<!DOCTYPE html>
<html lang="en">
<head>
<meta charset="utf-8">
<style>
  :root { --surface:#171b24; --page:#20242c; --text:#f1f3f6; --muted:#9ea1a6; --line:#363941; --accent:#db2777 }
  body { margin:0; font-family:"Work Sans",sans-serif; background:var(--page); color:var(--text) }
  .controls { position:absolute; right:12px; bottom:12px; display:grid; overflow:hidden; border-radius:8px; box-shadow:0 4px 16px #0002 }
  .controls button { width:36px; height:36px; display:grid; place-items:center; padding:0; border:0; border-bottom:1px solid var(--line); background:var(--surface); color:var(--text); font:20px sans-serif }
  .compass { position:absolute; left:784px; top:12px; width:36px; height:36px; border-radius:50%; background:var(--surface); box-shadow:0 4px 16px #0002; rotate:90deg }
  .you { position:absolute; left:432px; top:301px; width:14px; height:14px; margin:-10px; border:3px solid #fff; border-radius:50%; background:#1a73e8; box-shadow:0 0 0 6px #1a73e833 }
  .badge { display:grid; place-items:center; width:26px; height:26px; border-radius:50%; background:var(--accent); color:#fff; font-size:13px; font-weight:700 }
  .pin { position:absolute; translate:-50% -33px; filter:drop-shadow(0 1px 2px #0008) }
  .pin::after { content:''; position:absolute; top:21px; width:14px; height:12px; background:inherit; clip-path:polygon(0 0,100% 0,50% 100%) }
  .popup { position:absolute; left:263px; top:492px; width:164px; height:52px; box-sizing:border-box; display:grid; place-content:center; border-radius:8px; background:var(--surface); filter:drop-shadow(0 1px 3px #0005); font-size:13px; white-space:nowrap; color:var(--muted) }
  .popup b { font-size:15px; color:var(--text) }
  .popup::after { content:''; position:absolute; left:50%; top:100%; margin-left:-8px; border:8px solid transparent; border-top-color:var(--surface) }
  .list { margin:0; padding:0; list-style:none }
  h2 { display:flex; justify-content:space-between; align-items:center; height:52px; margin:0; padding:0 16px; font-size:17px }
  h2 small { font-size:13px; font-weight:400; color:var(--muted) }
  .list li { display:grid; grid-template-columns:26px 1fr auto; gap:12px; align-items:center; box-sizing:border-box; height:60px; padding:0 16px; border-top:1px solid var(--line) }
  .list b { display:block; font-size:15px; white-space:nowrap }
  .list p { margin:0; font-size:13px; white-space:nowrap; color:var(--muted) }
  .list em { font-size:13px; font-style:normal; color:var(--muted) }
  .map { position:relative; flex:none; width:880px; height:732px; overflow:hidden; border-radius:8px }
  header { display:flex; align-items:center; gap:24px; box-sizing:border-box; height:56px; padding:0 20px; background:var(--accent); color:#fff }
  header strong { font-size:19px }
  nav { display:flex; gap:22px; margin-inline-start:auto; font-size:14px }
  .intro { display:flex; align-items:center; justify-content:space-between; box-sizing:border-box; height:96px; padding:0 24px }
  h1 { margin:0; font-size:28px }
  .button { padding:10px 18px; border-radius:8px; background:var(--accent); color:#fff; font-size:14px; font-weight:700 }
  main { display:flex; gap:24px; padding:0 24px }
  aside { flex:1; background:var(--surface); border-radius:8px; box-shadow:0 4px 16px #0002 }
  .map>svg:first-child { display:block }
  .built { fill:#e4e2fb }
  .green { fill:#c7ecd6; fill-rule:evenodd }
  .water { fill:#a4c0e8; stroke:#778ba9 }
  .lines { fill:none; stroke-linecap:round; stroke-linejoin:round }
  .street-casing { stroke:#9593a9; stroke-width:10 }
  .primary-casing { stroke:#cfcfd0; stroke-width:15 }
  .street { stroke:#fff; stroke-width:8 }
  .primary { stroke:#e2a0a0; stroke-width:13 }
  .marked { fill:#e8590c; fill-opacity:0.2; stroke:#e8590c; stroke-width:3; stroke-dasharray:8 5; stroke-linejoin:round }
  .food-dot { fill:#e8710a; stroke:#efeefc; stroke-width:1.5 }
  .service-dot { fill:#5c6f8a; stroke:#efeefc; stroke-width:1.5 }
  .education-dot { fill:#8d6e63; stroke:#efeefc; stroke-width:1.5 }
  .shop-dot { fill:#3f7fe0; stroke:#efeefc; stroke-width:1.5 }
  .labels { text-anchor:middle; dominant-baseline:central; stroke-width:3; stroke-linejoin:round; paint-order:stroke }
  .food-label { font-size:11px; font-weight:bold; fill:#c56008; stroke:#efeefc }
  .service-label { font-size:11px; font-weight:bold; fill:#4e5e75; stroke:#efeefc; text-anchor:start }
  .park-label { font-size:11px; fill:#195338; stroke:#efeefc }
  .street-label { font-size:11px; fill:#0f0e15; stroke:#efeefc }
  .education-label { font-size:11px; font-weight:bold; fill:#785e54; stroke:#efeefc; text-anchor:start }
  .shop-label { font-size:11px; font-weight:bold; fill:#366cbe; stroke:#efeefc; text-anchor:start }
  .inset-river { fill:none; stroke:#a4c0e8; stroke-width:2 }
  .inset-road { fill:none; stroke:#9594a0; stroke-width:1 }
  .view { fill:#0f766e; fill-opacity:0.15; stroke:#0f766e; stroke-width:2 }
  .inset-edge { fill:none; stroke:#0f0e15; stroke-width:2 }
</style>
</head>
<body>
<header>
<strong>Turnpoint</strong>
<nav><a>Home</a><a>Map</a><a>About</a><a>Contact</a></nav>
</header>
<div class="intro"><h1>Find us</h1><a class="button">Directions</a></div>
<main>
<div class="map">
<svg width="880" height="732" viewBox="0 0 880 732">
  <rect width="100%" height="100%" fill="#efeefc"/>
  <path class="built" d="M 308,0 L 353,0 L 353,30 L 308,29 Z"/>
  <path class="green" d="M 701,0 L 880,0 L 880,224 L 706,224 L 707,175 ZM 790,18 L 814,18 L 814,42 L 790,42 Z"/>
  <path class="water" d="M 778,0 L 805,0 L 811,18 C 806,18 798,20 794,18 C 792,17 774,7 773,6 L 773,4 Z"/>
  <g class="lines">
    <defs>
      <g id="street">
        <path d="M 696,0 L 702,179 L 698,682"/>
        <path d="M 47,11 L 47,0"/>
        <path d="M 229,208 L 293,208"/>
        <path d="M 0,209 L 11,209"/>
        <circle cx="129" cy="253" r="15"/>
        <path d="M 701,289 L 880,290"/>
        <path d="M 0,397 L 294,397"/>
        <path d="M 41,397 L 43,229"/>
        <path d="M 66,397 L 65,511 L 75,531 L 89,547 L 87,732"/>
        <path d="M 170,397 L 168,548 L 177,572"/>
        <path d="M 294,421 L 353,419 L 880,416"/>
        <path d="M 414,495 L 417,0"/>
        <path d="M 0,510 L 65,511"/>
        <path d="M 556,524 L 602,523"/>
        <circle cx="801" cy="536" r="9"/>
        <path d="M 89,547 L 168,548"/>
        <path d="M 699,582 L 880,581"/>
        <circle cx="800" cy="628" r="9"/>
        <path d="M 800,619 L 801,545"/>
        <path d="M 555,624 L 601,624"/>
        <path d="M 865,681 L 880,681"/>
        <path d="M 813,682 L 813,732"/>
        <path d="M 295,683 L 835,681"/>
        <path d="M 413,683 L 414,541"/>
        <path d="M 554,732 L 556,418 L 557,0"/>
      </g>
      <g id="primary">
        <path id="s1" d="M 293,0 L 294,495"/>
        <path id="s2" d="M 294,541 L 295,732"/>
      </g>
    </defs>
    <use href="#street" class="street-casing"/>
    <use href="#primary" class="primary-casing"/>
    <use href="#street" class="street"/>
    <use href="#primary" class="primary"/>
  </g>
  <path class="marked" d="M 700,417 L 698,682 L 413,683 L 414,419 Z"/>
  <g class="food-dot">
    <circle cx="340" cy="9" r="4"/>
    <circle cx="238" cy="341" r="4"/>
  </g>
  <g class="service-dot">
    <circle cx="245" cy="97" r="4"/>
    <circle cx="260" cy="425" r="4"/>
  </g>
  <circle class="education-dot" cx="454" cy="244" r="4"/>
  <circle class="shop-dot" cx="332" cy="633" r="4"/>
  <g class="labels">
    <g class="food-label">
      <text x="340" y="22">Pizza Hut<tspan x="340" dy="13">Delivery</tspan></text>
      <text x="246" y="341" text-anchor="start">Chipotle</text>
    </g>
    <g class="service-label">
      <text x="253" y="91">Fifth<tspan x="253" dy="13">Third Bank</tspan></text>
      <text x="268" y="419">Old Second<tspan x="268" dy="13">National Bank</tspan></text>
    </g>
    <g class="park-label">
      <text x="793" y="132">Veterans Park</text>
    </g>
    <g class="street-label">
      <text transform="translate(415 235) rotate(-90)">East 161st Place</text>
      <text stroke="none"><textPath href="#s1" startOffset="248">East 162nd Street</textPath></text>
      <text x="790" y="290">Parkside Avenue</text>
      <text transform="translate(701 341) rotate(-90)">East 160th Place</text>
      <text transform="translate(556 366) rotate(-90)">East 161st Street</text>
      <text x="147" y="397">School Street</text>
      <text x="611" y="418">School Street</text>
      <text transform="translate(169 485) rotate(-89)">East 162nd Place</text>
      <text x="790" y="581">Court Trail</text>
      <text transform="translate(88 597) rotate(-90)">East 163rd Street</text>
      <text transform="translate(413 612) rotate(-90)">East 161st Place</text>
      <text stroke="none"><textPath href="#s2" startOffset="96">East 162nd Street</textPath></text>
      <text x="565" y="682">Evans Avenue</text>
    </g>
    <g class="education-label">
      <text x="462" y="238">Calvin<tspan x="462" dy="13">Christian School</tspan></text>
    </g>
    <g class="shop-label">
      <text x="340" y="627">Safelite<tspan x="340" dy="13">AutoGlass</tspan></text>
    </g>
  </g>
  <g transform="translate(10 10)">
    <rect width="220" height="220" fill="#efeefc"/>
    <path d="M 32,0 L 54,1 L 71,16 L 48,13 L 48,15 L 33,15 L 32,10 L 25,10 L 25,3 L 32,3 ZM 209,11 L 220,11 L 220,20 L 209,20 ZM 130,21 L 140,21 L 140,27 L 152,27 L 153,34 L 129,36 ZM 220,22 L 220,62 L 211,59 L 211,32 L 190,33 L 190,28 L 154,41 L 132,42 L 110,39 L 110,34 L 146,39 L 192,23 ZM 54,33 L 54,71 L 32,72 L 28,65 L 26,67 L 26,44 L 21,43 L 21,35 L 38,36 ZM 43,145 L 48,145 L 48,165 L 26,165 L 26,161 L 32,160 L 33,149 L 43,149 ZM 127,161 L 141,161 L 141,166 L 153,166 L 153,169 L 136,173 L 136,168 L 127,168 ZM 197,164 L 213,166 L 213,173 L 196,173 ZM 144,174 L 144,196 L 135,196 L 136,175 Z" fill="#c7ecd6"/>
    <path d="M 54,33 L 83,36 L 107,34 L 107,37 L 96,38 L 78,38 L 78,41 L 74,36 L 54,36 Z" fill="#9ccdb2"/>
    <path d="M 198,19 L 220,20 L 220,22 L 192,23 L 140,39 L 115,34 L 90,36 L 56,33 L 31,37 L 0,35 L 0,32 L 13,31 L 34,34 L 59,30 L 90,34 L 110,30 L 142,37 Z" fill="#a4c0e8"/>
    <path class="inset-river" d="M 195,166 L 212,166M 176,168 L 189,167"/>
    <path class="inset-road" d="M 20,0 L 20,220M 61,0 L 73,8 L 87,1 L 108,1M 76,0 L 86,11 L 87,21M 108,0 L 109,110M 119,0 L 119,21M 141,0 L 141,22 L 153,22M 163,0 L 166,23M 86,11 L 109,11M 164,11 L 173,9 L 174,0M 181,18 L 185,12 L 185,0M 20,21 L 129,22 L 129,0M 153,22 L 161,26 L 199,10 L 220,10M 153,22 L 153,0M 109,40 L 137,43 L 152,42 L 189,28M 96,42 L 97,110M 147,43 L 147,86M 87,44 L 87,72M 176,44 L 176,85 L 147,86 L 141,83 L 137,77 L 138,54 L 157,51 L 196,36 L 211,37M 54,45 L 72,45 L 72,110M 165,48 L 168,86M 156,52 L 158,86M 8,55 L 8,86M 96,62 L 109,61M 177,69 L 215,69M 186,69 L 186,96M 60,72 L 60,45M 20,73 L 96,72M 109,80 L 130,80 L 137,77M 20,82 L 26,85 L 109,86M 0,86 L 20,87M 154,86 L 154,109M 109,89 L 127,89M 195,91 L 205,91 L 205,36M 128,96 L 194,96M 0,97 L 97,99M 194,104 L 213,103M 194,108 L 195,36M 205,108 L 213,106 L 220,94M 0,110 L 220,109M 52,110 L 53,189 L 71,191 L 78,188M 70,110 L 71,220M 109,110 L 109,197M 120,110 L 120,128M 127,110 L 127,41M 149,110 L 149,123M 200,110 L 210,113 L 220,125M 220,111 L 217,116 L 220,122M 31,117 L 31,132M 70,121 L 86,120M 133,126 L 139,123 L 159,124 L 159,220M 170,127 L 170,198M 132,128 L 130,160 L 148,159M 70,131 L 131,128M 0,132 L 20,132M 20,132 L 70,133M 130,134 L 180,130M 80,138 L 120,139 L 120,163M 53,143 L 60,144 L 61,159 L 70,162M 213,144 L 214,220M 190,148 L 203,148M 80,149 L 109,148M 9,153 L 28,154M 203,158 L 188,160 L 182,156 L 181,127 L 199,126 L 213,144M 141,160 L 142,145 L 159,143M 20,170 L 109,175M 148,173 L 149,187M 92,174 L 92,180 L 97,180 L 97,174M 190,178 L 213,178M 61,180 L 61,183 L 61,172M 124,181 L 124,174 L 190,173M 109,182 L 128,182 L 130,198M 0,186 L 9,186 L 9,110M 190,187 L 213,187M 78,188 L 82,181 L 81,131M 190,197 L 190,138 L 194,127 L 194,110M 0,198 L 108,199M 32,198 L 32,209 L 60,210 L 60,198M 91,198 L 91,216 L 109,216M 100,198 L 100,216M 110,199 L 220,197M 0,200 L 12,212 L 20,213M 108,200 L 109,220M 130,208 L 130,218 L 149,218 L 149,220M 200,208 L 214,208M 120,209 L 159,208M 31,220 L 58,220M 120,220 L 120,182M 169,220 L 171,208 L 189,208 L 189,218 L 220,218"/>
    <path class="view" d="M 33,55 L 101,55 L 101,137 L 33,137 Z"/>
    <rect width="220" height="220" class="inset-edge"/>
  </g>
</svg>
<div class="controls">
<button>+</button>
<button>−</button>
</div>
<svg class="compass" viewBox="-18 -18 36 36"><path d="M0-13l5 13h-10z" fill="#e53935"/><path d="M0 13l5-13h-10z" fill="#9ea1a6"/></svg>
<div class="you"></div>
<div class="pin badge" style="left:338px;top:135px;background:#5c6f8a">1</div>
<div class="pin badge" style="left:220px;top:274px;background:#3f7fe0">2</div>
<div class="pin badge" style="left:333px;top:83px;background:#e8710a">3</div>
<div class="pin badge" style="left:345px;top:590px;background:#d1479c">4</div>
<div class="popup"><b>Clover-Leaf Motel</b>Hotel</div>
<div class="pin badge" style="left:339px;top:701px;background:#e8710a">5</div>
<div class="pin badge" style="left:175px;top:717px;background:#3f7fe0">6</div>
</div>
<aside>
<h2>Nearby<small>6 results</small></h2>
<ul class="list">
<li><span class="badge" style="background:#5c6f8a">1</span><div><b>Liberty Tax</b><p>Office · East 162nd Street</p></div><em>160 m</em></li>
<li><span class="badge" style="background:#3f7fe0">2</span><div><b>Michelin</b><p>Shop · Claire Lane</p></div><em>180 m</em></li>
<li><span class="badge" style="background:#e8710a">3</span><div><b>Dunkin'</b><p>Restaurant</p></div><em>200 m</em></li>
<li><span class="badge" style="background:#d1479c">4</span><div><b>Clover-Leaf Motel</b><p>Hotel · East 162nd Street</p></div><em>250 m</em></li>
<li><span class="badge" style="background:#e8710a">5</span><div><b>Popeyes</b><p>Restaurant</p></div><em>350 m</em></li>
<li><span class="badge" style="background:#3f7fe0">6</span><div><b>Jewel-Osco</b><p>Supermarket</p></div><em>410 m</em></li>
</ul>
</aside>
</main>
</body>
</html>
# # #
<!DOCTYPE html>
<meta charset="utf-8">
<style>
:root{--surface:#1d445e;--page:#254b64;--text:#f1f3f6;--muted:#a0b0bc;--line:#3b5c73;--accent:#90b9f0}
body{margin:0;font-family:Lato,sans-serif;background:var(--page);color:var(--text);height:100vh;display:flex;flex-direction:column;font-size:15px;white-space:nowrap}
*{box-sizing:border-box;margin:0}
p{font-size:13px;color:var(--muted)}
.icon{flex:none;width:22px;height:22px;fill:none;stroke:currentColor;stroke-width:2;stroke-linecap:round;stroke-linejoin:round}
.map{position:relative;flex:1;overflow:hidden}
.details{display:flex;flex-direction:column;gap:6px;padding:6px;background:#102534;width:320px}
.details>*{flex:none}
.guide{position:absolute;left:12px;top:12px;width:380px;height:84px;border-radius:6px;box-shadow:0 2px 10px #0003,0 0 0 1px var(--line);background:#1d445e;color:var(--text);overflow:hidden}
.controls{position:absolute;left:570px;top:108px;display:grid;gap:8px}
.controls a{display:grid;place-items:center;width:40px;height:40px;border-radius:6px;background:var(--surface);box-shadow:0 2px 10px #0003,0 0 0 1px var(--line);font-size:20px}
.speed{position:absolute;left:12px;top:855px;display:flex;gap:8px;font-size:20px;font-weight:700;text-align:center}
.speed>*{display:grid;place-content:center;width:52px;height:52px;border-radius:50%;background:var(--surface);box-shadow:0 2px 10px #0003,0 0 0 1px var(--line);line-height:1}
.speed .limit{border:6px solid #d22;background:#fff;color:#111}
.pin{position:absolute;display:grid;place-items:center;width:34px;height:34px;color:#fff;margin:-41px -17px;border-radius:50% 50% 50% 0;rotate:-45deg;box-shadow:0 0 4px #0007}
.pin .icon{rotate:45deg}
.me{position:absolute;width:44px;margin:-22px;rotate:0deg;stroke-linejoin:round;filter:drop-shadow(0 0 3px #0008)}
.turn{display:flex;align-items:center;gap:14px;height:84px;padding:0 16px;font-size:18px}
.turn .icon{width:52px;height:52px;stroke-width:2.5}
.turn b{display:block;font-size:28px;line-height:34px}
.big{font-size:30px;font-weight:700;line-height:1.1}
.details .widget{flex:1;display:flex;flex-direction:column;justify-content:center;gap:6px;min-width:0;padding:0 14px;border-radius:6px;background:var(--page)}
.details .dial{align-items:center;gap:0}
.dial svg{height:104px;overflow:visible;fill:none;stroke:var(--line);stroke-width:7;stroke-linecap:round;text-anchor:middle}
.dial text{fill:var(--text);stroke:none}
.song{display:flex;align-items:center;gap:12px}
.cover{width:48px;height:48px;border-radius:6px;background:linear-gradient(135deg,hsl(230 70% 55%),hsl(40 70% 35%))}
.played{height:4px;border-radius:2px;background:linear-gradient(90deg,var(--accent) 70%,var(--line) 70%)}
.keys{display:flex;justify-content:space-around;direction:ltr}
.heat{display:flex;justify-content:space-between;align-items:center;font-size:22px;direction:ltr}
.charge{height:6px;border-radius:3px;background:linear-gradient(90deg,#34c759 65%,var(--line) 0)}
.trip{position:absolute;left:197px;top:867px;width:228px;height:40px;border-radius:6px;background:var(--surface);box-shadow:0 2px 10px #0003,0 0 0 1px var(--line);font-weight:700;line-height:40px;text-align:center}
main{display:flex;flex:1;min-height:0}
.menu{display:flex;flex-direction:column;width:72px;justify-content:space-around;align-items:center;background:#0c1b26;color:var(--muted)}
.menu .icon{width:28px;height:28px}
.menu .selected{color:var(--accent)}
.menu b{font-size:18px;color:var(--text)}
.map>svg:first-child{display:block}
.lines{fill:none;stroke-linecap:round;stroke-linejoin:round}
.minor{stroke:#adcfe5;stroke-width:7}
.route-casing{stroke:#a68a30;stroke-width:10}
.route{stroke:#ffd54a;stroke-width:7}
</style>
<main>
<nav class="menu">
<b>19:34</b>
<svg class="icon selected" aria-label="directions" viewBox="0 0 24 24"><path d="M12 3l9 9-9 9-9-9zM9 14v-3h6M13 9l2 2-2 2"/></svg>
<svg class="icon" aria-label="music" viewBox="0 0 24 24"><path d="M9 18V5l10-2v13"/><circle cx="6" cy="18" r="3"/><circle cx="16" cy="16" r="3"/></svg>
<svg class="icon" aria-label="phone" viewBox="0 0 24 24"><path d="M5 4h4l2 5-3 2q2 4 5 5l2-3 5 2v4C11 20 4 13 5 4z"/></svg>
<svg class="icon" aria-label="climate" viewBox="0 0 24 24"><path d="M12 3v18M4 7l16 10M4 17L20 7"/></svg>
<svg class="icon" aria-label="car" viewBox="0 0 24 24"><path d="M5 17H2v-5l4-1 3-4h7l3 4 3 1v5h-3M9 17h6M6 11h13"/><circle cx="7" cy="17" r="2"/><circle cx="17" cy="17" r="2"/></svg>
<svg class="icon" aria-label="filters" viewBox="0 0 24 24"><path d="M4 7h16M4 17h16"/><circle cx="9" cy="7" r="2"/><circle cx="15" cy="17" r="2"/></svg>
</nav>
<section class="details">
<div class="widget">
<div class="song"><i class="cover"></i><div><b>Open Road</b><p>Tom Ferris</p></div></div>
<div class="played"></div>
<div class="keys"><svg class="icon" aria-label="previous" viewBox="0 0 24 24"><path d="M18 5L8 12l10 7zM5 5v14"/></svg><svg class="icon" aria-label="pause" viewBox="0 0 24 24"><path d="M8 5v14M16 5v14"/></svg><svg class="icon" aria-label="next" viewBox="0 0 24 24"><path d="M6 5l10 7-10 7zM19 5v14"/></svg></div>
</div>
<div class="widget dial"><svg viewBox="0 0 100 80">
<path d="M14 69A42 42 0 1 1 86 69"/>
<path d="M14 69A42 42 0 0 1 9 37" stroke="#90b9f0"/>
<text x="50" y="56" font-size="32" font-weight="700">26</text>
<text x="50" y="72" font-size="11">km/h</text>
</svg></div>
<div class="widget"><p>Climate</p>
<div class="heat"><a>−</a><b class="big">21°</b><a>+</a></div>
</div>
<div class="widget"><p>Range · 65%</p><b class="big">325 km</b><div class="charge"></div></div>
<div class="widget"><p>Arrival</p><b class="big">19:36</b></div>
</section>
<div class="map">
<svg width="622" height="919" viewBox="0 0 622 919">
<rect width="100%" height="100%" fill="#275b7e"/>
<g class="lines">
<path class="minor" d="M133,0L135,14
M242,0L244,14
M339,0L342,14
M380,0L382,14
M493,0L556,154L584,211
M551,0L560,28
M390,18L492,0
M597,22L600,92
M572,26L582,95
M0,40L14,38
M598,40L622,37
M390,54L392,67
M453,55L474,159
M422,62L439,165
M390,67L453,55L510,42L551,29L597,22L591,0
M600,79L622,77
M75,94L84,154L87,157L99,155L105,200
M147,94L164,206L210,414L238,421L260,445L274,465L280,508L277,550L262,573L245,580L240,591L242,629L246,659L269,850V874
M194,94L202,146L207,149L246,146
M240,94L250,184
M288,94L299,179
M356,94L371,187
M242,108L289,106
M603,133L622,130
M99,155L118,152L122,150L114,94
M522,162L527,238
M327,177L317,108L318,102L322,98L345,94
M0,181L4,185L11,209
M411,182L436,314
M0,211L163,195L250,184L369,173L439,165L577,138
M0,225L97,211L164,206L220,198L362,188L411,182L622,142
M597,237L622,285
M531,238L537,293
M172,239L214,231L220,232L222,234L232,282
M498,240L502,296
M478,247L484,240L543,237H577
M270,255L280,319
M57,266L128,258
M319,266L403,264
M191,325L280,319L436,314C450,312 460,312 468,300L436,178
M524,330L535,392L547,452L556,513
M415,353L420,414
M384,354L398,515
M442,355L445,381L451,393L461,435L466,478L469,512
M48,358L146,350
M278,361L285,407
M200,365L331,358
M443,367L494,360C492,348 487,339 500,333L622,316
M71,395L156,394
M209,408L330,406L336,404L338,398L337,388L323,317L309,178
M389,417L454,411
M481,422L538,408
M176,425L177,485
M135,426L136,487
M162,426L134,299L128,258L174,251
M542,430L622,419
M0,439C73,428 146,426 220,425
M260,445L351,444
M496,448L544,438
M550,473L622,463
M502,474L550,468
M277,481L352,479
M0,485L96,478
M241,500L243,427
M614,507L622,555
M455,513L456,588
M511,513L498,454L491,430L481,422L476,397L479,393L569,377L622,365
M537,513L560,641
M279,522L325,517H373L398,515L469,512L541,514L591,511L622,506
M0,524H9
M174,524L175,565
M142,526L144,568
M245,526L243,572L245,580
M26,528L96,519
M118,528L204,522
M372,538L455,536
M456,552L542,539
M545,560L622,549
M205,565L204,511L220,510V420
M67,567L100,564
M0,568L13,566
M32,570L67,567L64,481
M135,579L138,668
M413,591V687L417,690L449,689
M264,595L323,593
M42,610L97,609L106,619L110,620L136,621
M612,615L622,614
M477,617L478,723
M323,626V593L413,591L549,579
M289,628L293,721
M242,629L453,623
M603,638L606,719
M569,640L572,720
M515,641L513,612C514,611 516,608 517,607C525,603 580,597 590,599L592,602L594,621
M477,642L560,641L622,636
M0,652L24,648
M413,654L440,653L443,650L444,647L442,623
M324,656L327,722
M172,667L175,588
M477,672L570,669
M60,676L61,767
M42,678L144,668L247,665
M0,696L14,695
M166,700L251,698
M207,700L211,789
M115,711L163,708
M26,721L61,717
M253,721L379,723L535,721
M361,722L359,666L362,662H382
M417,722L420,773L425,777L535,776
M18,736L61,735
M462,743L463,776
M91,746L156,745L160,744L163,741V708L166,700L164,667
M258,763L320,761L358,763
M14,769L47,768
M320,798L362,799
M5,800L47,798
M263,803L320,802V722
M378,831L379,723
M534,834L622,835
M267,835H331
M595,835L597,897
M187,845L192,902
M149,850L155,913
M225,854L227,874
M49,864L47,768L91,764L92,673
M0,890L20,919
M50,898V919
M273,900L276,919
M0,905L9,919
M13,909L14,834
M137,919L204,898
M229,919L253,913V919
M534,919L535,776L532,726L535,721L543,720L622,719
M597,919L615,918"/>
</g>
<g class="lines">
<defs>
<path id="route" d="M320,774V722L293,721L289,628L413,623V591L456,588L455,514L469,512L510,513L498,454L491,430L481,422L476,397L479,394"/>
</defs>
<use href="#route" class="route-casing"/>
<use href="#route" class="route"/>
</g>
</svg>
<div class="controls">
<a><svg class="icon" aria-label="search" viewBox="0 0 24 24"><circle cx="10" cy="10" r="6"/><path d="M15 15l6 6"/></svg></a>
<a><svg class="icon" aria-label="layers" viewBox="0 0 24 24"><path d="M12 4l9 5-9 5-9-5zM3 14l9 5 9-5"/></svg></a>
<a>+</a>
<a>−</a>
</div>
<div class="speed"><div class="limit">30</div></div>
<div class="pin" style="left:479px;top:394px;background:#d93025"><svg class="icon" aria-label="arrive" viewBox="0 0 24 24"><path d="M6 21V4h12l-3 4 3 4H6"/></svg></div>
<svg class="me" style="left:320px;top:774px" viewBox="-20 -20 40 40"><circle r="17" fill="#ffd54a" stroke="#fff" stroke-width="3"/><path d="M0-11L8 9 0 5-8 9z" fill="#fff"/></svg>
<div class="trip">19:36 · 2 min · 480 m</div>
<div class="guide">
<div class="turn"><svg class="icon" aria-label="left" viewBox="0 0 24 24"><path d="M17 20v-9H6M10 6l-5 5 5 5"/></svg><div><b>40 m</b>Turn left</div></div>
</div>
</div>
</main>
# # #
## Work task
Check each line above for the string "around" and return those that contain it.

## Task response
.keys{display:flex;justify-content:space-around;direction:ltr}
.menu{display:flex;flex-direction:column;width:72px;justify-content:space-around;align-items:center;background:#0c1b26;color:var(--muted)}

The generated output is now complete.